Casino revenue can also be unpredictable because of competition from other states. In Illinois, two riverboats ran into financial distress because of competition from Iowa boats that were permitted to offer gambling without leaving the dock. Meanwhile, the success of a riverboat in East St. Louis, Ill., helped spur Missouri's move into casino gambling.
And some of the gains from gambling can be illusory because casinos "cannibalize" the revenues earned and taxes paid by existing businesses, said Terry Brunner, executive director of Chicago's independent Better Government Association.
"They've blown out all the restaurants and bars in downtown Elgin," he said, citing the location of one of the state's most successful riverboats.
Even proponents of legal gambling admit some people will be hurt by its expansion, though they contend anti-gambling crusaders wildly exaggerate the downside.

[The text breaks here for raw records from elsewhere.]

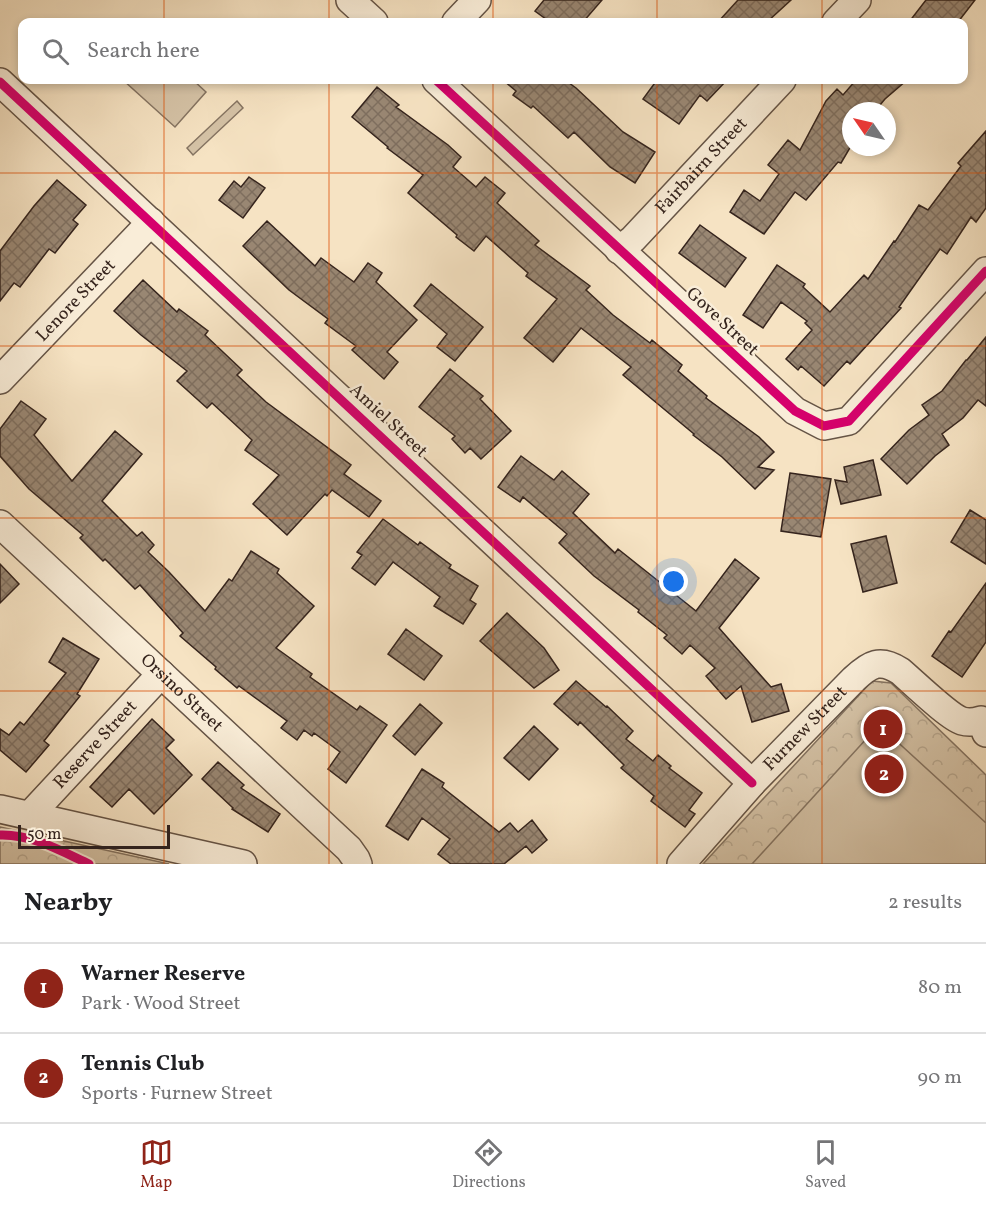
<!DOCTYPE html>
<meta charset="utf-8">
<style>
body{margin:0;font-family:Vollkorn,serif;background:#f6f6f6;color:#202124}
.compass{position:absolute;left:842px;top:102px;width:54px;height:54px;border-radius:50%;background:#fff;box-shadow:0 3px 9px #0003;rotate:304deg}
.scale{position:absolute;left:18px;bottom:15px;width:152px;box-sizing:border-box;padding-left:6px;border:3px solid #35241d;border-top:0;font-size:16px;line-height:21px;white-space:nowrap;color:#35241d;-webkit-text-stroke:4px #f9edd8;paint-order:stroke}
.you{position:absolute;left:674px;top:582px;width:21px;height:21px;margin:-15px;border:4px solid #fff;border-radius:50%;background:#1a73e8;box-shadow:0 0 0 9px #1a73e833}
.badge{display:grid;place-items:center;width:39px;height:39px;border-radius:50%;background:#8f2418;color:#fff;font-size:20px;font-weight:700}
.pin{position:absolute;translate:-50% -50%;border:3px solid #fff;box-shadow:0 2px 6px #0006}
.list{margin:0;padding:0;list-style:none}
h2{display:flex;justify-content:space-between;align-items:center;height:78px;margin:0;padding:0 24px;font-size:26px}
h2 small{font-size:20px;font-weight:400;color:#757577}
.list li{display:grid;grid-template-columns:39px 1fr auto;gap:18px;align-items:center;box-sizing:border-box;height:90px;padding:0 24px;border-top:2px solid #e0e0e0}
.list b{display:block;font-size:22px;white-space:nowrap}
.list p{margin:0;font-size:20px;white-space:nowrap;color:#757577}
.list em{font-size:20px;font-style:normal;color:#757577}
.icon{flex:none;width:33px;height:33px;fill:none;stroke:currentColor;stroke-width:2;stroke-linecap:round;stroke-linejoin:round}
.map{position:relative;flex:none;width:986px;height:864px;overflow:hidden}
.search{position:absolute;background:#fff;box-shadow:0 3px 9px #0003;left:18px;right:18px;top:18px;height:66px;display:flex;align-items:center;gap:15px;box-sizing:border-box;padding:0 21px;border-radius:12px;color:#757577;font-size:22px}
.sheet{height:258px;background:#fff}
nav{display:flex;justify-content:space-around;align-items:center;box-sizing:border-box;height:84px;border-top:2px solid #e0e0e0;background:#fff;font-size:16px;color:#757577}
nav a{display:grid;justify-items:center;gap:3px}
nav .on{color:#8f2418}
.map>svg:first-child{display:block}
.park{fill:url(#park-crowns);stroke:#857462;stroke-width:1.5}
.pitch{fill:#d5c3a7;stroke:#857462;stroke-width:1.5}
.building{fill:url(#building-cross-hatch);stroke:#35241d;stroke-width:1.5}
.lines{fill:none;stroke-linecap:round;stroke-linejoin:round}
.minor-casing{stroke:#655446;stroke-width:30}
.minor{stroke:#f9edd8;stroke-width:27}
.cycleway-casing{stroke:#f9edd8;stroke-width:13}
.cycleway{stroke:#d6006c;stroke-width:9}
.grid{fill:none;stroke:#df560d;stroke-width:1.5;stroke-opacity:0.55}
.labels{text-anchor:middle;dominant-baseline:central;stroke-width:5;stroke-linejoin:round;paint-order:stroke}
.street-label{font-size:18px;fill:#35241d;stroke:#f9edd8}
</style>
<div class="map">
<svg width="986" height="864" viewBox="0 0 986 864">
<defs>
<pattern id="park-crowns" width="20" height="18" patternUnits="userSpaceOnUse" patternTransform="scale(1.5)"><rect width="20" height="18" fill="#d5c3a7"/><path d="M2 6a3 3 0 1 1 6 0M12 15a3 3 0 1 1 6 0" fill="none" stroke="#b7a78f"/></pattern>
<pattern id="building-cross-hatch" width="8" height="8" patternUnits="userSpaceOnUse" patternTransform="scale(1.5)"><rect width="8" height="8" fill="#998773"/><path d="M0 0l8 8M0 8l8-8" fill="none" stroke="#7e6e5e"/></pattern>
</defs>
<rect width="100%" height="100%" fill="#f6e3c3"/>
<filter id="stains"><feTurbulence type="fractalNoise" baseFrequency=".00333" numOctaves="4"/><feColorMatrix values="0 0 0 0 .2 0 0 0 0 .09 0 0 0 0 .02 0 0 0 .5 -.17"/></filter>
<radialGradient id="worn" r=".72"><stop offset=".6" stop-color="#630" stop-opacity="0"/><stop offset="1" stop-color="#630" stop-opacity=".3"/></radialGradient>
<path class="park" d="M872 681 891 683 986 775V864H703Z
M0 827 169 864H0Z"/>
<path class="pitch" d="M123 80H193L206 92 175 127Z
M237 101 243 108 193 155 187 148Z
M879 725 986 823V864H752Z"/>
<path class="building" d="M544 0H602L583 22H550L535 11Z
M738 0H791L767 22H718Z
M926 0H975L958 22H909Z
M503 80H565L576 88 623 132 655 152 635 183 610 167 574 132 568 138 533 106 531 108 513 95 516 91Z
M657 80H727L707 101 700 95 679 124 643 99Z
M856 80H907L885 99 875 111H851V146L841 163 838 162 806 200 795 192 764 234 730 212 744 190 760 201 779 174 768 165 788 140 800 150 826 101 837 89 843 95Z
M377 87 399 105 396 107 448 145 461 157 453 167 476 187 485 177 505 193 497 203 539 241 535 245 590 286 586 290 613 315 650 343 652 340 682 365 678 371 707 396 706 398 759 437 774 452 758 467 774 470 755 489 722 457 693 435 694 434 623 375 631 367 581 328 553 362 524 338 557 299 526 276 528 273 486 236 474 251 456 237 457 235 408 193 423 175 387 148 388 147 352 117Z
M986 131V208L976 222 971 217 947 254 940 249 899 307 901 308 850 364 847 361 824 386 801 366 798 370 786 359 812 330 805 323 807 321 781 302 763 328 743 315 777 265 805 284 803 287 830 312 864 275 868 279 894 241 895 242 919 205 928 210 961 166 958 163Z
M249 177 265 188 243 218 219 200 234 181 241 187Z
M57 180 86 205 73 220 78 224 55 253 49 249 20 287 14 283 0 301V251L34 206Z
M267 221 315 266 321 258 354 282 368 263 382 273 376 282 417 320 387 352 398 362 384 379 352 350 356 346 325 323 328 319 289 290 243 246Z
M700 225 746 258 725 287 679 253Z
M143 280 177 312 179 309 208 331 205 335 242 370 237 375 266 402 351 465 344 474 381 501 369 517 332 490 327 496 325 494 287 535 253 504 279 475 245 450 252 440 212 403 207 408 177 381 187 371 141 335 114 311Z
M431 284 483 327 455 361 437 347 447 334 414 306Z
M986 337V406L978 400 963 418 942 434 949 445 935 456 907 484 881 459 909 430 929 415 922 405 942 391 966 360H967Z
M450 369 483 396 480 399 511 431 481 459 470 448 465 453 452 439 455 436 419 407Z
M21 401 46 419 34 435 72 481 115 431 142 454 102 501 137 536 142 532 154 545 148 552 169 572 205 611 229 579 232 581 251 551 279 569 277 573 314 606 276 648 312 674 310 677 357 710 360 706 387 725 346 783 328 769 340 752 314 733 312 736 304 730 297 740 281 728 287 721 239 686 237 688 215 669 216 667 180 636 183 633 140 585 135 589 105 559 103 561 80 538 83 535 29 489 0 456V429Z
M521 456 554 480 562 471 589 494 573 513 615 553 618 549 696 611 735 559 759 578 719 628 771 687 781 684 789 711 752 722 741 686 726 699 706 676 715 668 690 645 682 654 664 638 667 635 638 612 639 610 594 576 559 543 567 534 523 497 520 502 498 487Z
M873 460 881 495 841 504 835 480 847 482 844 467Z
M790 473 831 479 821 537 781 531Z
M970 510 986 520V564L951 542Z
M383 519 418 545 420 542 451 565 449 568 478 586 470 600 476 604 463 624 434 606 440 597 393 562 375 585 352 568 362 555 357 552Z
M886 536 897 583 863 592 851 544Z
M0 564 19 584 0 603Z
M986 583V642L962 677 932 656 949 631 951 632Z
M507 613 544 648 559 670 534 688 480 641Z
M406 629 442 656 424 680 388 654Z
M63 638 99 659 77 694 80 696 44 741 49 745 26 772 0 750V729L9 735 20 722 24 725 66 673 49 662Z
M576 681 606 707 607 706 633 731 626 739 653 761 658 755 671 766 669 768 702 793 689 810 695 814 685 827 651 801 654 796 621 768 624 765 580 722 578 725 554 704Z
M420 704 442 723 415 755 393 736Z
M152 719 174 740 166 748 192 775 154 814 129 789 112 807 90 787Z
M534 726 558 749 529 780 504 758Z
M218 762 244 785 241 788 280 814 268 832 232 809 233 808 202 779Z
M422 769 444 783 442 787 499 832 510 823 518 832 532 820 547 840 532 853 526 846 504 864H451L438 854 450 839 422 818 408 840 386 826Z"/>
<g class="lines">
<g class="minor-casing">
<g id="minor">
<path d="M350 0 374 22"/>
<path d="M456 22 477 0"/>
<path d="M836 22 857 0"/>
<path d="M436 80 795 411 824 426 849 421 986 271"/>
<path d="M0 82 752 783"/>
<path id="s1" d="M619 250 633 239 782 80"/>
<path id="s2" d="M0 380 151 222"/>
<path id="s3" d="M0 524 349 849 356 859 358 864"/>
<path d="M0 809 243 864"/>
<path id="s4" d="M30 815 161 674"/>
<path id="s5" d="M681 864 752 783 854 679C870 664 880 658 900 671 913 682 949 717 962 721 969 723 975 722 981 720L986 733"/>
</g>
</g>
<use href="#minor" class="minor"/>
<g class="cycleway-casing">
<path id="cycleway" d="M436 80 795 411 824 426 849 421 986 271
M0 82 752 783
M0 835C32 834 61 851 89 864"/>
</g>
<use href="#cycleway" class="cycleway"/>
</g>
<path class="grid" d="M164 0V22M329 0V22M493 0V22M657 0V22M822 0V22M164 80V864M329 80V864M493 80V864M657 80V864M822 80V864M0 173H986M0 346H986M0 518H986M0 691H986"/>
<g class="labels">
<g class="street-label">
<text stroke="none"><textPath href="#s1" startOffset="118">Fairbairn Street</textPath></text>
<text stroke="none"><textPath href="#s2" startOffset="110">Lenore Street</textPath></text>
<text transform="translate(722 322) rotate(43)">Gove Street</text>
<text transform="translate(388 421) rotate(43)">Amiel Street</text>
<text stroke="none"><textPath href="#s3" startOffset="248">Orsino Street</textPath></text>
<text stroke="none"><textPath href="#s5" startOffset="184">Furnew Street</textPath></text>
<text stroke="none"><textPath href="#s4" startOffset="96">Reserve Street</textPath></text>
</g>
</g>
<rect width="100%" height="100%" filter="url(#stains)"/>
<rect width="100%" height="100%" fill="url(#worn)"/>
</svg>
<svg class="compass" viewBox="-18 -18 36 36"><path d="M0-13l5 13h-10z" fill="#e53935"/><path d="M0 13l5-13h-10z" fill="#757577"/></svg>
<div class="scale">50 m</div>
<div class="you"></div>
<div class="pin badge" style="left:883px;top:729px">1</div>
<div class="pin badge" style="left:884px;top:774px">2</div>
<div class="search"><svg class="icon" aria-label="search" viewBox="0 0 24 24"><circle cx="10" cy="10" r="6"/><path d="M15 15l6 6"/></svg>Search here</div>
</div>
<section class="sheet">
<h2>Nearby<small>2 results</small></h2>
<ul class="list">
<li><span class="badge">1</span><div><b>Warner Reserve</b><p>Park · Wood Street</p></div><em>80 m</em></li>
<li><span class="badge">2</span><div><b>Tennis Club</b><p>Sports · Furnew Street</p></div><em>90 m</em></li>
</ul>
</section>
<nav>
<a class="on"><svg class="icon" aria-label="map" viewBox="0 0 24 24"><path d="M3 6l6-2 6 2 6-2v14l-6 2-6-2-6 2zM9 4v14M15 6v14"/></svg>Map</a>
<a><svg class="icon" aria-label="directions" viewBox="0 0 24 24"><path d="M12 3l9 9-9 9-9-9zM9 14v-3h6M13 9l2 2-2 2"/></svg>Directions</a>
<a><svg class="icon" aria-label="saved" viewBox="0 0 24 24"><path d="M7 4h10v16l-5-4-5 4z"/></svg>Saved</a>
</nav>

Donald Hunter, an Annapolis-based economist who consults for business groups and governments on gambling issues, said the industry is correct on two counts but not on another.
Hunter, who said he does not do work for casino companies, said claims that legalized gambling leads to organized-crime involvement and significantly increased street crime are not supported by evidence. But the objection that wider legalized gaming leads to increased gambling addiction is "the Achilles' heel of the business," he said.
"I think it is a bigger problem than most people realize," he said.
Opponents say that before states turn to casinos as a revenue source, they should realize that gambling can be addictive to governments as well. Illinois' Hall admits it would be tough to kick the habit now.
"If you were to wipe out gambling overnight here, education would be short by over $500 million," he said.